Challenge Name and Number: #030, “Cards”
Drabble Title: Piece of the Sky
Word Count: 597
Warnings (if applicable): n/a
Pairings (if applicable): n/a
Summary: Some tombkeepers' rituals are kept secret even from their leader.
Malik used to hate the first day of the month, but now it's his favorite.
He wakes early, pillow pressed to his grin as if the shadows might tattle. All day long he fidgets, foot jiggling until his father yells, a traitorous smile always two muscles away from pasting itself across Malik's face. His father can't know, lest the ritual stop.
Later in the day, Malik peers up at the carvings on the wall, branding them in his memory and almost forgetting three of them will someday be branded into his back. “The spirit shall ever return to guard the master,” he murmurs, running his fingers over his favorite, the misshapen teardrop he fancies is smiling, too: a secret smile. He doesn't have this one yet, but someday, he swears. Someday, somehow.

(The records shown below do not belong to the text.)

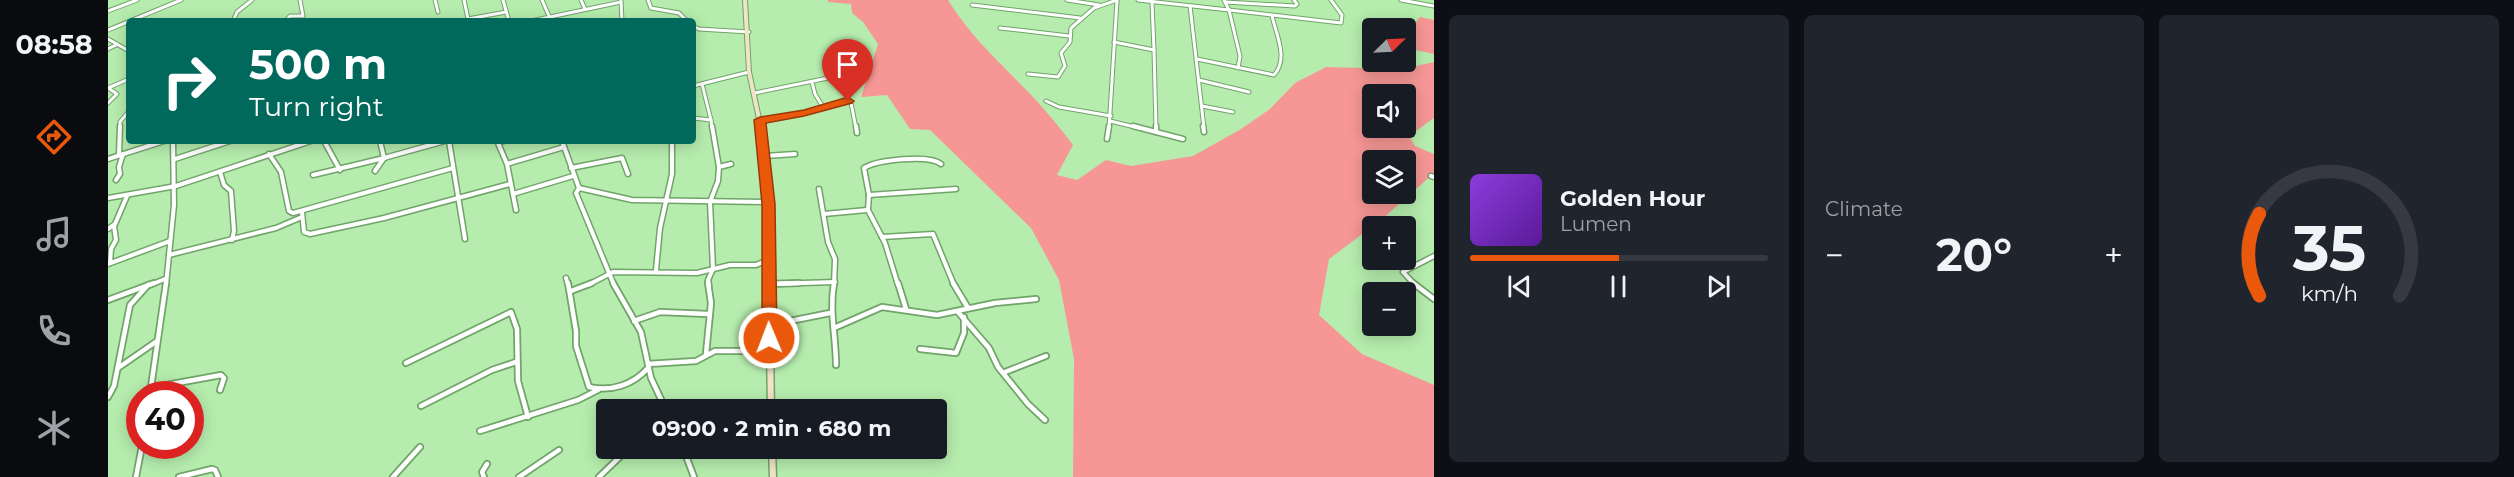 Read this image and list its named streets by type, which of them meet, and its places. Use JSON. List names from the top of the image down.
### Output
{
  "north": "top right",
  "page": {
    "tabs": "08:58",
    "tile": "Climate",
    "map_buttons": ["+", "−"],
    "turn": ["500 m", "Turn right"],
    "song": ["Golden Hour", "Lumen"],
    "heat": ["−", "20°", "+"],
    "limit": "40",
    "trip": "09:00 · 2 min · 680 m",
    "gauge": ["35", "km/h"]
  }
} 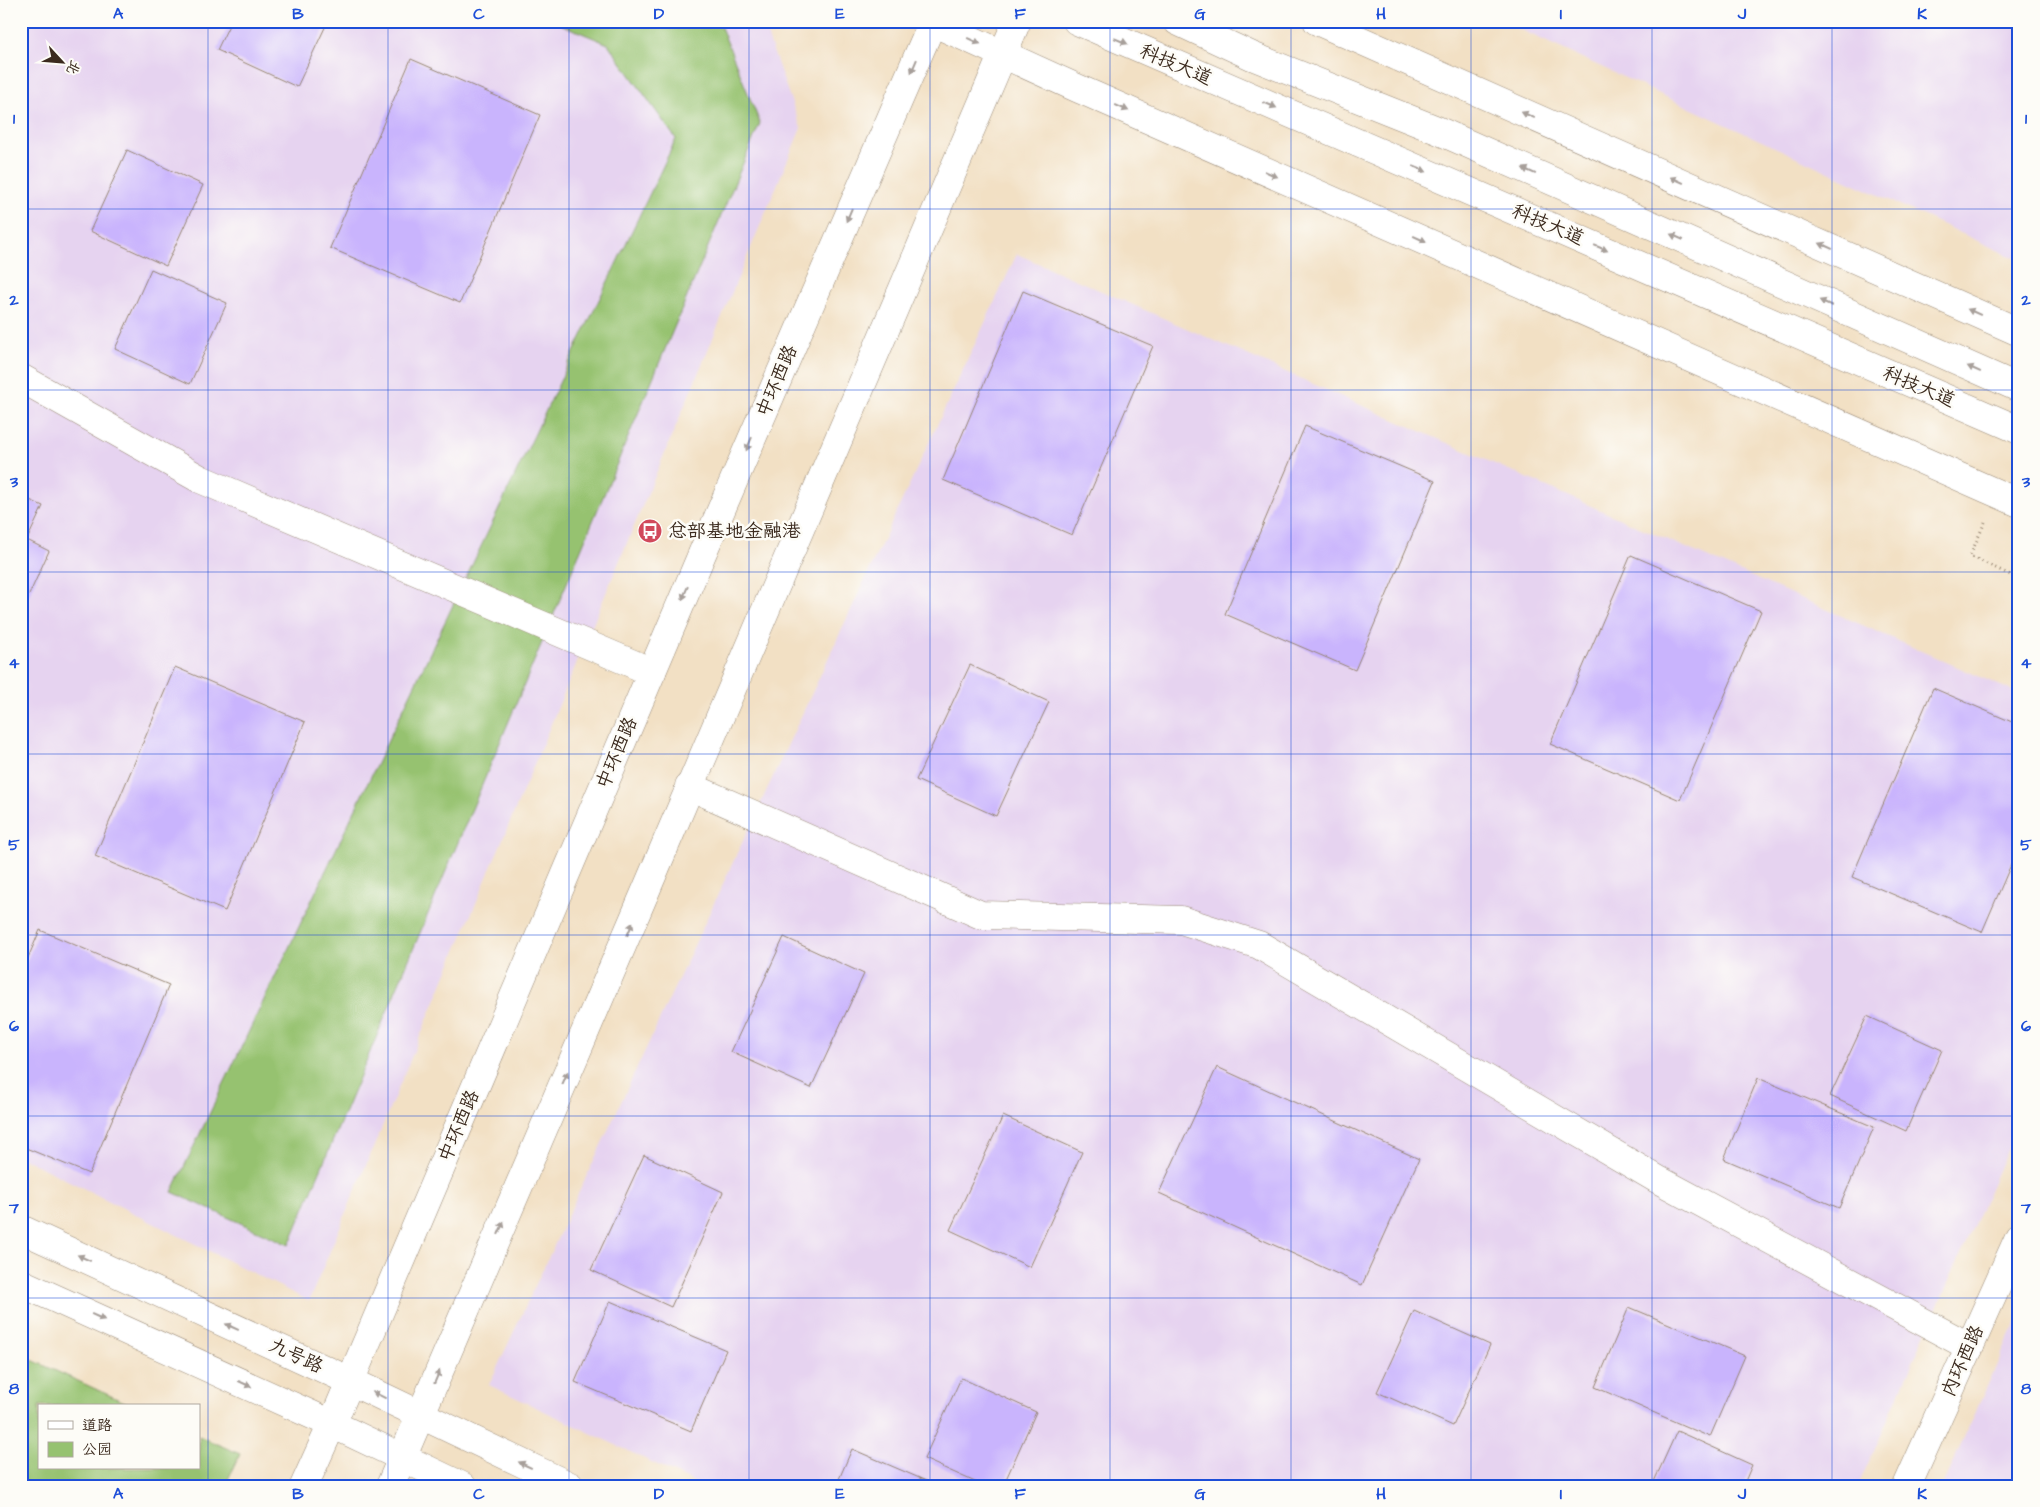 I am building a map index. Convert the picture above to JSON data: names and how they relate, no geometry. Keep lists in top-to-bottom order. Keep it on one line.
{"streets":{"street":["科技大道","中环西路","九号路","内环西路"]},"crossings":[["中环西路","九号路"]],"places":{"bus stop":["总部基地金融港"]},"legend":["道路","公园"],"north":"bottom right","grid":{"columns":["A","B","C","D","E","F","G","H","I","J","K"],"rows":["1","2","3","4","5","6","7","8"]}}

At last the day has finally worn its way to night and his sister returns; Malik waits in his room, lifting his mattress, looking at his treasure, putting it down again and just imagining until the door opens and the moment has come.
“I could only slip three today,” his sister whispers, shutting the door tight; she always looks so mournful, at least until Malik opens his presents. “But you know, you shouldn't get any at al--”
Malik's already pounced. Everything about his monthly gift is new, and exciting, and different, and he soaks it all in: the packaging's unfamiliar feel, the crinkly way it rustles when rubbed, the way it shimmers. And the pictures - why are they so vibrant?
Finally he can't take it anymore: the smooth, shiny packaging rips delicately between his hands. He brings the present up to his face and inhales, gently. Nothing under the ground smells like this - waxy and alien, like promises. Or hope.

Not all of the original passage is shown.